12.20.2008

and i know it's been a while

so there's some to update everyone with.

school is over for the semester. no more 'year of turkey learning community.' and it's on to make friends in separate classes. i can't decide if i'm going to let my fears win over my desire to make new friends.

i figured out i can go to UGA in fall of '09 instead of waiting until spring '10, which is really exciting. i plan on moving in with the people i met in UGA, but i'm terrified my best friend will hate me for it. i don't know what to do, except for move on with my plans.

i lost my iPod. which is not what happened at all. but i'm scared to tell my parents.

i like a new boy. a very, very handsome boy. of course, this boy probably has no clue and never will because i'm too scared to tell him. of course he goes to Tech, which would only make sense since i'm leaving to go to UGA in a semester's time.

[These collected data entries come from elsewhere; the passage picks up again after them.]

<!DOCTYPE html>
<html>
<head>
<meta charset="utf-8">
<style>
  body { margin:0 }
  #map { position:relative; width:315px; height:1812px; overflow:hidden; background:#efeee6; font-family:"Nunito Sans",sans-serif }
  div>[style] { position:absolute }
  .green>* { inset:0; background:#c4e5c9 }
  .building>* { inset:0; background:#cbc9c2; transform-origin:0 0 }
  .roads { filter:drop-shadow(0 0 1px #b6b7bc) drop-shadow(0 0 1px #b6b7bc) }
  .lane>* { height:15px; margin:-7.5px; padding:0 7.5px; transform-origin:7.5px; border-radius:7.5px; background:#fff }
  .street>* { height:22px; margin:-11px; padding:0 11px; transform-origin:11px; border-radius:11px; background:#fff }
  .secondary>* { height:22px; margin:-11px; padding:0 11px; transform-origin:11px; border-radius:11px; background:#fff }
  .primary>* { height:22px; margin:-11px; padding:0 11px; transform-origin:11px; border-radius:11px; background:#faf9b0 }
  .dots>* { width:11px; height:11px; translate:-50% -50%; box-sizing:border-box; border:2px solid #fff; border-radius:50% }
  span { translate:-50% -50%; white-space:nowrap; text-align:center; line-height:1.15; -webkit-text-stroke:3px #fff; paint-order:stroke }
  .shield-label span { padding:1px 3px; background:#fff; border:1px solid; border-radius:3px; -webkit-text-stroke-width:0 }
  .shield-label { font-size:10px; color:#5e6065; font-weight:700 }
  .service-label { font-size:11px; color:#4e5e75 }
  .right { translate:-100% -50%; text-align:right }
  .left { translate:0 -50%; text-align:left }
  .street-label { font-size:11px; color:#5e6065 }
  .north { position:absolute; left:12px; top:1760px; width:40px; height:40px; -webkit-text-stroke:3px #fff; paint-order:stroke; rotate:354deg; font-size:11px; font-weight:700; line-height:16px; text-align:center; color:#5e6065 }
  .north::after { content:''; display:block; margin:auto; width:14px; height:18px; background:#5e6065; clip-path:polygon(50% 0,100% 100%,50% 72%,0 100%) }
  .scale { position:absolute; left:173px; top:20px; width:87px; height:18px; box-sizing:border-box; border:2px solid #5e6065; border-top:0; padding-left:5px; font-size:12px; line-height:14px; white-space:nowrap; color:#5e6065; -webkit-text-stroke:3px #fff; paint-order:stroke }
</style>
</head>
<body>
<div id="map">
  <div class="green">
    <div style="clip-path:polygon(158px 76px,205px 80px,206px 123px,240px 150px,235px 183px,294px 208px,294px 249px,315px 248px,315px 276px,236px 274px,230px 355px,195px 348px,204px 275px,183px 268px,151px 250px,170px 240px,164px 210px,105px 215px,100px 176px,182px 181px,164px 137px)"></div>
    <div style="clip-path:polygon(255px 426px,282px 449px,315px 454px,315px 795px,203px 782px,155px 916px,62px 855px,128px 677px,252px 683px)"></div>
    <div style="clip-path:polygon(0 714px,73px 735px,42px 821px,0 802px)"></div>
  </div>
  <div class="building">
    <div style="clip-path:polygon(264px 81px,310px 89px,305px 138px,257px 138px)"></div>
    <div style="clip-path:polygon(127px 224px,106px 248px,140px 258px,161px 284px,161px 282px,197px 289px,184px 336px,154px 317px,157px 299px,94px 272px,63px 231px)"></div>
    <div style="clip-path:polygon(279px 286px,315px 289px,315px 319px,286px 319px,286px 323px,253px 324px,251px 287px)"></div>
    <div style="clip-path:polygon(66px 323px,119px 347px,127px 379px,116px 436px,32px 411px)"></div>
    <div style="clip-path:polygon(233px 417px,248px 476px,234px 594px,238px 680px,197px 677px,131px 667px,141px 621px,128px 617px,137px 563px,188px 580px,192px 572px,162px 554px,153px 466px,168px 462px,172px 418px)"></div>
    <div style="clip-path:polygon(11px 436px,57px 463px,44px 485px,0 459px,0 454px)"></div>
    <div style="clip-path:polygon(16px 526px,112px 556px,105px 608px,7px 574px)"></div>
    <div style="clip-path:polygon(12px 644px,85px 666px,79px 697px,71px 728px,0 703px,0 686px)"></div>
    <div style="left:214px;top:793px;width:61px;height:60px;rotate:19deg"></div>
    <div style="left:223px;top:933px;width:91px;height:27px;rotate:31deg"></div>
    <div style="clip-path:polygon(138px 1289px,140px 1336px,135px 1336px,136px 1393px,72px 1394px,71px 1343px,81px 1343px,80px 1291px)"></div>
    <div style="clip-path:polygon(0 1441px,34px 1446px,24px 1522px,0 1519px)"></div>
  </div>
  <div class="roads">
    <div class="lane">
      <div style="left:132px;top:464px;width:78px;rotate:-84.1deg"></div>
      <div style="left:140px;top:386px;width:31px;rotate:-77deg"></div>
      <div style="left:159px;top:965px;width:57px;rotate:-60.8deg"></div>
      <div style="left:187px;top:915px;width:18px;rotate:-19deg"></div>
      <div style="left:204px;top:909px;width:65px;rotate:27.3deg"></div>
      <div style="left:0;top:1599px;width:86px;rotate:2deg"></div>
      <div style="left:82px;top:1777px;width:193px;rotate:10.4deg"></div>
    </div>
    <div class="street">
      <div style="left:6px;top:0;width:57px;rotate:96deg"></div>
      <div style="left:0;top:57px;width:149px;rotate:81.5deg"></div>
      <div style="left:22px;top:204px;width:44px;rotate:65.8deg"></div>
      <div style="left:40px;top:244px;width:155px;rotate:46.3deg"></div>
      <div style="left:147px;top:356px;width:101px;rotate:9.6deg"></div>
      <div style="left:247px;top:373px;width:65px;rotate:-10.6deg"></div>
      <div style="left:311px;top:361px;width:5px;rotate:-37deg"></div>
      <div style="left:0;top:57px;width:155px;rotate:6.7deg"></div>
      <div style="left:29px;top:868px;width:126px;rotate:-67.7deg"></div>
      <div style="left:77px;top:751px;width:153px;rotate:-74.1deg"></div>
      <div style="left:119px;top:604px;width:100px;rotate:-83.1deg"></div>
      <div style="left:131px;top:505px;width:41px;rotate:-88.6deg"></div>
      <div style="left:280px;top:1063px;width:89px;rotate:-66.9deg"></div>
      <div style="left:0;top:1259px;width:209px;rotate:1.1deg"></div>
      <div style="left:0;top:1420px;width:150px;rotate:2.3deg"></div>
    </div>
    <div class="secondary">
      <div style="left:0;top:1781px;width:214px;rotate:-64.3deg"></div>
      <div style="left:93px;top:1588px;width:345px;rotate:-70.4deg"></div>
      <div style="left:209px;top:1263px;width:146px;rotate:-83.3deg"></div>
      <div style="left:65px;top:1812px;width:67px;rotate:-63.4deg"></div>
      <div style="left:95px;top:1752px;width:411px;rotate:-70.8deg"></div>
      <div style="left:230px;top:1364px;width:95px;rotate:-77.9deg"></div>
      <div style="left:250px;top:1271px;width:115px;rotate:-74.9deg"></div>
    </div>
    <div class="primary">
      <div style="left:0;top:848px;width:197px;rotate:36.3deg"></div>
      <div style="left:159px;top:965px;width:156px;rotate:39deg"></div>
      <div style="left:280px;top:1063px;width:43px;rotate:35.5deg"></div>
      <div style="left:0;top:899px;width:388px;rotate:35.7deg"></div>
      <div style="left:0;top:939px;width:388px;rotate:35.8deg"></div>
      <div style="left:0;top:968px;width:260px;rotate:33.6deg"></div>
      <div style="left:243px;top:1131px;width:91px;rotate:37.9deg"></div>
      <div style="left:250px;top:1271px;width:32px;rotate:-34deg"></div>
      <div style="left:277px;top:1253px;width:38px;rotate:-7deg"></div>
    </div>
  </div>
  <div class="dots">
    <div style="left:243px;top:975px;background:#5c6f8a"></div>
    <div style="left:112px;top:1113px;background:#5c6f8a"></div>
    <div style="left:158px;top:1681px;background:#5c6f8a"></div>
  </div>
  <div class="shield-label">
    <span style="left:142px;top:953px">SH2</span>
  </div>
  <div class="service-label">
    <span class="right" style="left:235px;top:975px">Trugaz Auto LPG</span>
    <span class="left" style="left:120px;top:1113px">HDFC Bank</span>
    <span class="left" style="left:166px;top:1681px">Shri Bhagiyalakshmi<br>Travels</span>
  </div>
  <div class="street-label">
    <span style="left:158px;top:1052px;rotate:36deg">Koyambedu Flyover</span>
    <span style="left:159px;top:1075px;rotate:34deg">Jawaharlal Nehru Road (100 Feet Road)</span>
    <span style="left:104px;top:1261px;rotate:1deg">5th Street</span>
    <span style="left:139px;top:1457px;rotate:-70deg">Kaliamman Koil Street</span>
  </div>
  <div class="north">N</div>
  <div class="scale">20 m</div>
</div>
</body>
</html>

what i really want to know though, is how i promised myself that i would make a change and it's still hasn't come about. i'm still too scared to do anything. i hate that about myself so much. i just want companionship. i want that cuddle-on-the-couch-because-it's-raining-outside. i want the holding hands thing, i want the kissing and the hugging.

and of course, this story will end with another, "i don't think of you like this, maybe we can be friends."



i just don't understand what i'm doing wrong.